Von Carsten Schmiester, ARD-Studio Stockholm

Wenn sich eine führende Mitarbeiterin des schwedischen Geheimdiensts Säkerhetspolisen (Säpo) an die Öffentlichkeit wendet, dann ist es ernst. Linda Escar hat es wenige Tage vor der Parlamentswahl in der heißen Wahlkampfphase getan.
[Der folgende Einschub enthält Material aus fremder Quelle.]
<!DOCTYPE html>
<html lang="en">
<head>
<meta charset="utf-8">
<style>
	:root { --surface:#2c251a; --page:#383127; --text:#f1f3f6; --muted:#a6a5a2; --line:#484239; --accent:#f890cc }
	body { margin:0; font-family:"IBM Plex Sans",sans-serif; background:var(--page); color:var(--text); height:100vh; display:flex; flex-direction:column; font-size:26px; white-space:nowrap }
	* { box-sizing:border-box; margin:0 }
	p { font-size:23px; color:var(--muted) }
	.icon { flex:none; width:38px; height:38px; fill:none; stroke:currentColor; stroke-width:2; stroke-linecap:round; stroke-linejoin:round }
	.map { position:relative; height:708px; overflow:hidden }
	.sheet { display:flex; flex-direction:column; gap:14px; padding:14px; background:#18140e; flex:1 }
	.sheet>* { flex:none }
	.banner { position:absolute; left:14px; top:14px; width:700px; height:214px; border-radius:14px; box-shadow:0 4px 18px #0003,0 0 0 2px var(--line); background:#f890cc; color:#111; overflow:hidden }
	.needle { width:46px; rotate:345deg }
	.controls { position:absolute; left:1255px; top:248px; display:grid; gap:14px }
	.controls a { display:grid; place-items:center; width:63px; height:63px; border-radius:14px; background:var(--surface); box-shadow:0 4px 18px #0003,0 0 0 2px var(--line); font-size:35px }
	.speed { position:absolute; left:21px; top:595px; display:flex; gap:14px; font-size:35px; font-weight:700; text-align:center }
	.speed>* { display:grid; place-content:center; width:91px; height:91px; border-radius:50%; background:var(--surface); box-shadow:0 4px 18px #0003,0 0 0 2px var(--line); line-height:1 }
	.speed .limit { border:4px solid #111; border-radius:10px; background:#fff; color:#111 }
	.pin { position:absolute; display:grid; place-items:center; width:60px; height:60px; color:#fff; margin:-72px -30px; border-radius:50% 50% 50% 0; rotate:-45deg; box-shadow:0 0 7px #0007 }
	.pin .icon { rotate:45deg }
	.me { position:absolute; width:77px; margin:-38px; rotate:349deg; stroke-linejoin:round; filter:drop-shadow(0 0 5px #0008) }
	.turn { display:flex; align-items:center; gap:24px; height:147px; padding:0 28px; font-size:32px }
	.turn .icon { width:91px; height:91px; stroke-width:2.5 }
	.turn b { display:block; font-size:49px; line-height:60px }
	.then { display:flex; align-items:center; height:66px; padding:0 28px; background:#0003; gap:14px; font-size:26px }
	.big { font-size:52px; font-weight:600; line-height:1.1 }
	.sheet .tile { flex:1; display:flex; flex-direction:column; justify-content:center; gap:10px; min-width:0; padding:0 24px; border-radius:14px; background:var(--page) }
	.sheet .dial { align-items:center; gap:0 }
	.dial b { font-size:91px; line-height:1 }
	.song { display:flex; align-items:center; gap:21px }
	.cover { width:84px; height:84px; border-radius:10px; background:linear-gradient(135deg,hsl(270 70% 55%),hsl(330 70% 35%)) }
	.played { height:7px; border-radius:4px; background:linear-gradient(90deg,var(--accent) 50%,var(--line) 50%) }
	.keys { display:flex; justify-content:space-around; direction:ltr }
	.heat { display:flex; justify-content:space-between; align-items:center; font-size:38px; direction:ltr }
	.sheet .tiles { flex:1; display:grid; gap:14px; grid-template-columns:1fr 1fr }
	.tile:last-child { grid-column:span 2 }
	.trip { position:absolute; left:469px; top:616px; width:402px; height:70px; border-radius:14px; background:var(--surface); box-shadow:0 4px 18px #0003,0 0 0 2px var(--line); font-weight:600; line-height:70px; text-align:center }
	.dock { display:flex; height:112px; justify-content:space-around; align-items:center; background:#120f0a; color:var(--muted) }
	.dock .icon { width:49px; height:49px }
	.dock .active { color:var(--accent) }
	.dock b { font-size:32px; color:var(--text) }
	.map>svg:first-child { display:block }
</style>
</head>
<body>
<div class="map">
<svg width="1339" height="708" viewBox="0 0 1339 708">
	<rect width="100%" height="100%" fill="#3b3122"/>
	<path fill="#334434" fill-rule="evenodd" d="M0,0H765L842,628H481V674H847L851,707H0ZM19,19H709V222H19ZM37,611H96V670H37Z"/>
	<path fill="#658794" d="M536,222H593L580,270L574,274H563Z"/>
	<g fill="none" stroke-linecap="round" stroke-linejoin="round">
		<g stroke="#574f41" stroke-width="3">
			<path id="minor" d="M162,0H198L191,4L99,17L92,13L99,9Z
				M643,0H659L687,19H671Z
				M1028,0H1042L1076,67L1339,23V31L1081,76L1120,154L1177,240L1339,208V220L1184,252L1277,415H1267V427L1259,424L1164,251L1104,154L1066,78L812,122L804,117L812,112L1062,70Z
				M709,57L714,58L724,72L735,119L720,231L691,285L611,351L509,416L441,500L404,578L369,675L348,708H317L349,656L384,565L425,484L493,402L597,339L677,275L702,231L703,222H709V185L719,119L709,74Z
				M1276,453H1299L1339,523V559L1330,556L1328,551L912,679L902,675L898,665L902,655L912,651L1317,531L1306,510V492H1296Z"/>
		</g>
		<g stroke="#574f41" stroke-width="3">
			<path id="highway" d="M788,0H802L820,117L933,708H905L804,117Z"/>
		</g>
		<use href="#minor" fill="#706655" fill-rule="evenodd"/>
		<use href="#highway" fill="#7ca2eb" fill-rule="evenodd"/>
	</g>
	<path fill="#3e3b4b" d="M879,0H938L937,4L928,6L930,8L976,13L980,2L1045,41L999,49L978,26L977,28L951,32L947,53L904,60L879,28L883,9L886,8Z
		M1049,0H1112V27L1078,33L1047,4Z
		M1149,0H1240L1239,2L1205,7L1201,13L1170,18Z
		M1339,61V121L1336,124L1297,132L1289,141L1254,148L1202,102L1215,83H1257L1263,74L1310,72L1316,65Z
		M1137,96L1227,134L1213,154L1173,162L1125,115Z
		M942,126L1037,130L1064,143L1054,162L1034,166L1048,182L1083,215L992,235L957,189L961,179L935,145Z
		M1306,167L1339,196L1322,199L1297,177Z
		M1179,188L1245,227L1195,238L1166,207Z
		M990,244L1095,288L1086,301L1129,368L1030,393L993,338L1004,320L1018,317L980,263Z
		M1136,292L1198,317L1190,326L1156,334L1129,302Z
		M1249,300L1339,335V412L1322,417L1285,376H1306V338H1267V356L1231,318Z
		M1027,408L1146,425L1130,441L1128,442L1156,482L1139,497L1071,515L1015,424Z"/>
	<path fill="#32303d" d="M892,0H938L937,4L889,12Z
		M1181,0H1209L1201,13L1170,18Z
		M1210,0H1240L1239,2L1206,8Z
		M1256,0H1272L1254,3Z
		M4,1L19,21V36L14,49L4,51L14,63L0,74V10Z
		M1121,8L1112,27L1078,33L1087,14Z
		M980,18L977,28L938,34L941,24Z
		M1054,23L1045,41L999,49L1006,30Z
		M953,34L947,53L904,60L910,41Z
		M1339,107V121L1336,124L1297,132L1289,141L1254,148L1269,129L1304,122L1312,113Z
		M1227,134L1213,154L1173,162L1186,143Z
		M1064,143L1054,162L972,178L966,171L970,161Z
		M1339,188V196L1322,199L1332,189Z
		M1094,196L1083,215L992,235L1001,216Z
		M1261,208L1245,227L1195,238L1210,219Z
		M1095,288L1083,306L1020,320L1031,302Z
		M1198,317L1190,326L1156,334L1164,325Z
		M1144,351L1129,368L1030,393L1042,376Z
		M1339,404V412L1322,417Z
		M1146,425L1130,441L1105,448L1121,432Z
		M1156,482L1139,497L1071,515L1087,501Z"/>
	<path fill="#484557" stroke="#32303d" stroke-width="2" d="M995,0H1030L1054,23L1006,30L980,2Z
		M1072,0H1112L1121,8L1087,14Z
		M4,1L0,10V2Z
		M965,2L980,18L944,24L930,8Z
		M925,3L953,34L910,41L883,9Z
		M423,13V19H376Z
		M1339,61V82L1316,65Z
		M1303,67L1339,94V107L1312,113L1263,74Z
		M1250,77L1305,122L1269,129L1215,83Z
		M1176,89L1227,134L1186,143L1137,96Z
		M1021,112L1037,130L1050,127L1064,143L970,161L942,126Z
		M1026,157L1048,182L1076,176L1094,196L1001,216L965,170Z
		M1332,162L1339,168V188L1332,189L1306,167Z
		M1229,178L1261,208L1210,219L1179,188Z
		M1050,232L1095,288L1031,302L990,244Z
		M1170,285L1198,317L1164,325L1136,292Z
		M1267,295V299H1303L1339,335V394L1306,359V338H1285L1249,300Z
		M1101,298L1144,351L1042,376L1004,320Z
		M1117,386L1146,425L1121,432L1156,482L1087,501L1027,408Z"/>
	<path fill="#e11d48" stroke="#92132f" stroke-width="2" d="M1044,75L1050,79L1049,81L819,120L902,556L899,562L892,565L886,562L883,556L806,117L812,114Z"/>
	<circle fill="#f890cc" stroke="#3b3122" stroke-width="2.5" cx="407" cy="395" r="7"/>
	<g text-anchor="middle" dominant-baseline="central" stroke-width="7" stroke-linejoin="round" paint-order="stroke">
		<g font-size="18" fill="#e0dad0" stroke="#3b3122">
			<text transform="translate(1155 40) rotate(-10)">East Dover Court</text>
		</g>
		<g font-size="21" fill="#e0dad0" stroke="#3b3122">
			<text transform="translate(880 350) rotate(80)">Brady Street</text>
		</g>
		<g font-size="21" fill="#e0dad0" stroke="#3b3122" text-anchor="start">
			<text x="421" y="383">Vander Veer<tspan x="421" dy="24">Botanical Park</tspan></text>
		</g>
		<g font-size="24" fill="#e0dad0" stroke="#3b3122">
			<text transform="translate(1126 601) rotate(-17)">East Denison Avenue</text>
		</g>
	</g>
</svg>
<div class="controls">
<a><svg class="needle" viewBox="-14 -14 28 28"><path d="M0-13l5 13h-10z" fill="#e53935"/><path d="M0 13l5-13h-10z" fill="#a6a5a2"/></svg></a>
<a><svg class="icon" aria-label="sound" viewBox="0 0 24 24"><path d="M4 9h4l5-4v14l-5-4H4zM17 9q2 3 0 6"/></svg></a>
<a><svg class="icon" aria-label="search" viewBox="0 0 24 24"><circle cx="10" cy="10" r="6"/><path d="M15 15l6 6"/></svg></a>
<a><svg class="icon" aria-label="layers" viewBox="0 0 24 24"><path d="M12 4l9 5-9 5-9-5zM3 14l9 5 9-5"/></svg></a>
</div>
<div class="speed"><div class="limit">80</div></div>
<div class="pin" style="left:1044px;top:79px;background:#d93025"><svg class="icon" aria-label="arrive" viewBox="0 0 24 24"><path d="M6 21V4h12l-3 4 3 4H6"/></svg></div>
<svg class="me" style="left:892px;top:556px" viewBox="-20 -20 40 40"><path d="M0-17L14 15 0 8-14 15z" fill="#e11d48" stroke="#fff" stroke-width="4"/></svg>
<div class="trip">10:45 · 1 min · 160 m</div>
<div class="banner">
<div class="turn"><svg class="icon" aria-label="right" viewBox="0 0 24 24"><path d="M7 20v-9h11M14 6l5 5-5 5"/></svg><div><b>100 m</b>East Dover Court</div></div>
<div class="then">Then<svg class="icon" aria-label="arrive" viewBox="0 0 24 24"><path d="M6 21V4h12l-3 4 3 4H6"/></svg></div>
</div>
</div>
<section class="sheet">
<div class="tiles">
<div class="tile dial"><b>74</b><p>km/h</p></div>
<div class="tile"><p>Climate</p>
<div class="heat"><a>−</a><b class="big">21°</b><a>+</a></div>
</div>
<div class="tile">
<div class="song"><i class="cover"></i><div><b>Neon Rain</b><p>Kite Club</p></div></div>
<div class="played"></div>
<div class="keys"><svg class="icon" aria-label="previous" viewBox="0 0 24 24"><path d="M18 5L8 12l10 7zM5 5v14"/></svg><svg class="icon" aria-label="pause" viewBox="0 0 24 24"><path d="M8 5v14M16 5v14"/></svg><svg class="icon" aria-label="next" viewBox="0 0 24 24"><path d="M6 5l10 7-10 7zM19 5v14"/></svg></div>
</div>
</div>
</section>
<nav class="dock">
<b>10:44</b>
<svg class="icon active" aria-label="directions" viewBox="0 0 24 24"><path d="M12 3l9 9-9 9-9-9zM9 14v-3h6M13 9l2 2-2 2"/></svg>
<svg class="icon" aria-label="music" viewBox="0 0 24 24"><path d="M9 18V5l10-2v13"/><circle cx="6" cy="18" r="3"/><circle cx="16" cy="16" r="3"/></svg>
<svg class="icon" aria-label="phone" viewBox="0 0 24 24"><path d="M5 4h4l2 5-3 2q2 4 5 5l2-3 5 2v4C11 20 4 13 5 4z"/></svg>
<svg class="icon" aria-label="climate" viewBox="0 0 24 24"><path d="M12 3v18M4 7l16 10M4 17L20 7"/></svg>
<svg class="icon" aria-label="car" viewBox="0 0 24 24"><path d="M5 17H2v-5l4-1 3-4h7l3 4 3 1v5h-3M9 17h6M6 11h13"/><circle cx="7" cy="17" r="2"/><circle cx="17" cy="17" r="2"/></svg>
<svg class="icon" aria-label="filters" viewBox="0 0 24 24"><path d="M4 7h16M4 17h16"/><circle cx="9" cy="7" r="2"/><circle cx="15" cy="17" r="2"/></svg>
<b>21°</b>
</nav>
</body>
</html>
Im öffentlich-rechtlichen Sender SVT warnte sie die Wähler: "Glaubt nicht alles, was online über Parteien, ihre Programme, ihre Stärken und Schwächen geschrieben ist und gesagt wird."

Im Netz werde inzwischen kräftig manipuliert, warnt sie: "Wir sehen eine Zunahme von Aktivitäten im Vergleich zur Wahl 2014. In der digitalen Arena handelt es sich beispielsweise um elektronische Angriffe, Überlastungsattacken oder Aktionen automatisierter Konten."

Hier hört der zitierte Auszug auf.